We want to measure how well our line predicts $y$ for any given $x$ value $\implies$ vertical distance from regression line

Example: Advertising Effects

Independent variable: $ put into advertisements; Dependent variable: Sales
Goal 1: Predict sales for a given allocation
Goal 2: Infer best allocation for a given advertising budget (more simply: a new $1K appears! Where should we invest it?)

Code

library(tidyverse)
ad_df <- read_csv("assets/Advertising.csv") |> rename(id=`...1`)
long_df <- ad_df |> pivot_longer(-c(id, sales), names_to="medium", values_to="allocation")
long_df |> ggplot(aes(x=allocation, y=sales)) +
  geom_point() +
  facet_wrap(vars(medium), scales="free_x") +
  geom_smooth(method='lm', formula="y ~ x") +
  theme_dsan() +
  labs(
    x = "Allocation ($1K)",
    y = "Sales (1K Units)"
  )

Simple Linear Regression

For now, we treat Newspaper, Radio, TV advertising separately: how much do sales increase per $1 into [medium]? (Later we’ll consider them jointly: multiple regression)

Our model:

\[ Y = \underbrace{\param{\beta_0}}_{\mathclap{\text{Intercept}}} + \underbrace{\param{\beta_1}}_{\mathclap{\text{Slope}}}X + \varepsilon \]
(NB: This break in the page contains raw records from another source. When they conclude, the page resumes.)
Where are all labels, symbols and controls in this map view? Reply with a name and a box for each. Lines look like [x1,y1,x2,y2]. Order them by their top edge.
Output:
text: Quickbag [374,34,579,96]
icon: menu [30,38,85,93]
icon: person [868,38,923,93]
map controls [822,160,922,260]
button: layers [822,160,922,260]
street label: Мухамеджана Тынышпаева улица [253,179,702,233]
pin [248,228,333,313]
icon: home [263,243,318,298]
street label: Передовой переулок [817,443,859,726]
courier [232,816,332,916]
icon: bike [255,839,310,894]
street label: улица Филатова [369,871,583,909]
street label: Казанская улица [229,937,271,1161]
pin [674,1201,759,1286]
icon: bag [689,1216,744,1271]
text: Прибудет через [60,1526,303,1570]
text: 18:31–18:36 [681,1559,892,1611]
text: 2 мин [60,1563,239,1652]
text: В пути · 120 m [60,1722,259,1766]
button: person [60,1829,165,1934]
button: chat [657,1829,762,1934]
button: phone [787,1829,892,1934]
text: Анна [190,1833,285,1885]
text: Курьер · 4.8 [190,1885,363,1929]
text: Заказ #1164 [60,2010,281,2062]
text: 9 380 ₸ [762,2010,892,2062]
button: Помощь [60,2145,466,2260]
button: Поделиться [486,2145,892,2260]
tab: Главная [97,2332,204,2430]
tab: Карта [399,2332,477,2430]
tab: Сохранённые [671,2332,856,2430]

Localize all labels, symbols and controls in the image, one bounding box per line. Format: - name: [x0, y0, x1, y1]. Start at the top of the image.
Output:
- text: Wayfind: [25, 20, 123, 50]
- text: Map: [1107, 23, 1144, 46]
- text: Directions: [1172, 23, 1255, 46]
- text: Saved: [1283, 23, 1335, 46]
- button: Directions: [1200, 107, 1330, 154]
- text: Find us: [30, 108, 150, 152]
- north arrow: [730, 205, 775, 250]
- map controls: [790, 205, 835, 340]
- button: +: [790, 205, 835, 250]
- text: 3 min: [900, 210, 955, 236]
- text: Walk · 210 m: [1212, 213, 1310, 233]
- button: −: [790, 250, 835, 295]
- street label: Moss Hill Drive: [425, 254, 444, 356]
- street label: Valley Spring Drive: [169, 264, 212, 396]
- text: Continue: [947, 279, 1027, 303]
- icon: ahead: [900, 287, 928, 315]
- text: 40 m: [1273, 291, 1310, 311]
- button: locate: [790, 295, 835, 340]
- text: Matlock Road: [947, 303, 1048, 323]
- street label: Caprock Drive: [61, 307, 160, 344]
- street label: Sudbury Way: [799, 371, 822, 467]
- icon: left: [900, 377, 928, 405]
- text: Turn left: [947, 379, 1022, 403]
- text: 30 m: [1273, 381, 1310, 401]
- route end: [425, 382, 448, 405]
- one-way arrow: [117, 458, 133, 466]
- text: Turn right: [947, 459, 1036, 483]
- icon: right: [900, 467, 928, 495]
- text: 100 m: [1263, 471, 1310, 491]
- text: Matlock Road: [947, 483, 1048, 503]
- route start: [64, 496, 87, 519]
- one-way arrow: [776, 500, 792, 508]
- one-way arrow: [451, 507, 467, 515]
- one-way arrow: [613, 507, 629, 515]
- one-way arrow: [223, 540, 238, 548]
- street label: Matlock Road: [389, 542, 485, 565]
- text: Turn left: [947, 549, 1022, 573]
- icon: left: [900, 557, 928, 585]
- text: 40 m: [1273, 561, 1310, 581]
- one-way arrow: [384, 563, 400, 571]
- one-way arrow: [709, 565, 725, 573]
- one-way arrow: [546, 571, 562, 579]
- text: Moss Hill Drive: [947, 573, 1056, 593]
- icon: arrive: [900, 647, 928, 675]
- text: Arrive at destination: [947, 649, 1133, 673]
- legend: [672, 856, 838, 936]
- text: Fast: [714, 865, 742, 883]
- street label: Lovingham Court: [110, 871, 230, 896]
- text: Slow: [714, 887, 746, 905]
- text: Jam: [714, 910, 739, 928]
…Generates predictions via:

\[ \widehat{y} = \underbrace{\widehat{\beta}_0}_{\mathclap{\small\begin{array}{c}\text{Estimated} \\[-5mm] \text{intercept}\end{array}}} ~+~ \underbrace{\widehat{\beta}_1}_{\mathclap{\small\begin{array}{c}\text{Estimated} \\[-4mm] \text{slope}\end{array}}}\cdot x \]

Note how these predictions will be wrong (unless the data is perfectly linear)
We’ve accounted for this in our model (by including $\varepsilon$ term)!
But, we’d like to find estimates $\widehat{\beta}_0$ and $\widehat{\beta}_1$ that produce the “least wrong” predictions: motivates focus on residuals $\widehat{\varepsilon}_i$…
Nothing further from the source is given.